- **THE PROBLEM**
Repeat every record below exactly as written.

- **PROVIDED ENTRIES**
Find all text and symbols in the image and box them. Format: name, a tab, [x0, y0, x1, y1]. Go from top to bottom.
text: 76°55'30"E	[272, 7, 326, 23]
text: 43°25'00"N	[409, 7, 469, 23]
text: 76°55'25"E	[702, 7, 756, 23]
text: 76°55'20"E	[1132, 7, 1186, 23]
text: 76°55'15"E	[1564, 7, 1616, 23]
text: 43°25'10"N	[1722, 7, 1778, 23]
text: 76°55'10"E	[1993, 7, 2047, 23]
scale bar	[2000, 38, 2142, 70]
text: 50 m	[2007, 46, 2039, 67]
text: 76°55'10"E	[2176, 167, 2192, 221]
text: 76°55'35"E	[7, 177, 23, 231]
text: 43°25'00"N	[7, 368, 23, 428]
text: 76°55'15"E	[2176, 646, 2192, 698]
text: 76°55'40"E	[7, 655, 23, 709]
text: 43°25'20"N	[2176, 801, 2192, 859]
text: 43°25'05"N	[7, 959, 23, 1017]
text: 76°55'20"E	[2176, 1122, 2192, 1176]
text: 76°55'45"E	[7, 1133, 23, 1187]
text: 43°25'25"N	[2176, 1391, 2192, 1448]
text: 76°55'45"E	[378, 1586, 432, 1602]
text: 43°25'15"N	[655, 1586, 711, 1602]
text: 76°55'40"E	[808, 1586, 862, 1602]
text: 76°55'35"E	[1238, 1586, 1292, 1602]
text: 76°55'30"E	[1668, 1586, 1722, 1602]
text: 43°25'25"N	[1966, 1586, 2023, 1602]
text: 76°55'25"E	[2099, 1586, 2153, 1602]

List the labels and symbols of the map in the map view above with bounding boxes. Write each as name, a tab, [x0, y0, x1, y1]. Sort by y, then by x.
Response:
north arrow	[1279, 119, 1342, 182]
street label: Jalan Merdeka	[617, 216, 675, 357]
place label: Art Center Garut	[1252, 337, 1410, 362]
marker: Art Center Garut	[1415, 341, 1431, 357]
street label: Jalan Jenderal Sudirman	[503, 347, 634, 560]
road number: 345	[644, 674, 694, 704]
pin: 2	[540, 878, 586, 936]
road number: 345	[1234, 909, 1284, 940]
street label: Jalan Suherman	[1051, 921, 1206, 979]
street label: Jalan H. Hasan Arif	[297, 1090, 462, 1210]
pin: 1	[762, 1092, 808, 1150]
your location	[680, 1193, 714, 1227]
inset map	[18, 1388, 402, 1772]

- **TASK RESULT**
Find all text and symbols in the image and box them. Format: name, a tab, [x0, y0, x1, y1]. Go from top to bottom.
text: 76°55'30"E	[272, 7, 326, 23]
text: 43°25'00"N	[409, 7, 469, 23]
text: 76°55'25"E	[702, 7, 756, 23]
text: 76°55'20"E	[1132, 7, 1186, 23]
text: 76°55'15"E	[1564, 7, 1616, 23]
text: 43°25'10"N	[1722, 7, 1778, 23]
text: 76°55'10"E	[1993, 7, 2047, 23]
scale bar	[2000, 38, 2142, 70]
text: 50 m	[2007, 46, 2039, 67]
text: 76°55'10"E	[2176, 167, 2192, 221]
text: 76°55'35"E	[7, 177, 23, 231]
text: 43°25'00"N	[7, 368, 23, 428]
text: 76°55'15"E	[2176, 646, 2192, 698]
text: 76°55'40"E	[7, 655, 23, 709]
text: 43°25'20"N	[2176, 801, 2192, 859]
text: 43°25'05"N	[7, 959, 23, 1017]
text: 76°55'20"E	[2176, 1122, 2192, 1176]
text: 76°55'45"E	[7, 1133, 23, 1187]
text: 43°25'25"N	[2176, 1391, 2192, 1448]
text: 76°55'45"E	[378, 1586, 432, 1602]
text: 43°25'15"N	[655, 1586, 711, 1602]
text: 76°55'40"E	[808, 1586, 862, 1602]
text: 76°55'35"E	[1238, 1586, 1292, 1602]
text: 76°55'30"E	[1668, 1586, 1722, 1602]
text: 43°25'25"N	[1966, 1586, 2023, 1602]
text: 76°55'25"E	[2099, 1586, 2153, 1602]

List the labels and symbols of the map in the map view above with bounding boxes. Write each as name, a tab, [x0, y0, x1, y1]. Sort by y, then by x.
Response:
north arrow	[1279, 119, 1342, 182]
street label: Jalan Merdeka	[617, 216, 675, 357]
place label: Art Center Garut	[1252, 337, 1410, 362]
marker: Art Center Garut	[1415, 341, 1431, 357]
street label: Jalan Jenderal Sudirman	[503, 347, 634, 560]
road number: 345	[644, 674, 694, 704]
pin: 2	[540, 878, 586, 936]
road number: 345	[1234, 909, 1284, 940]
street label: Jalan Suherman	[1051, 921, 1206, 979]
street label: Jalan H. Hasan Arif	[297, 1090, 462, 1210]
pin: 1	[762, 1092, 808, 1150]
your location	[680, 1193, 714, 1227]
inset map	[18, 1388, 402, 1772]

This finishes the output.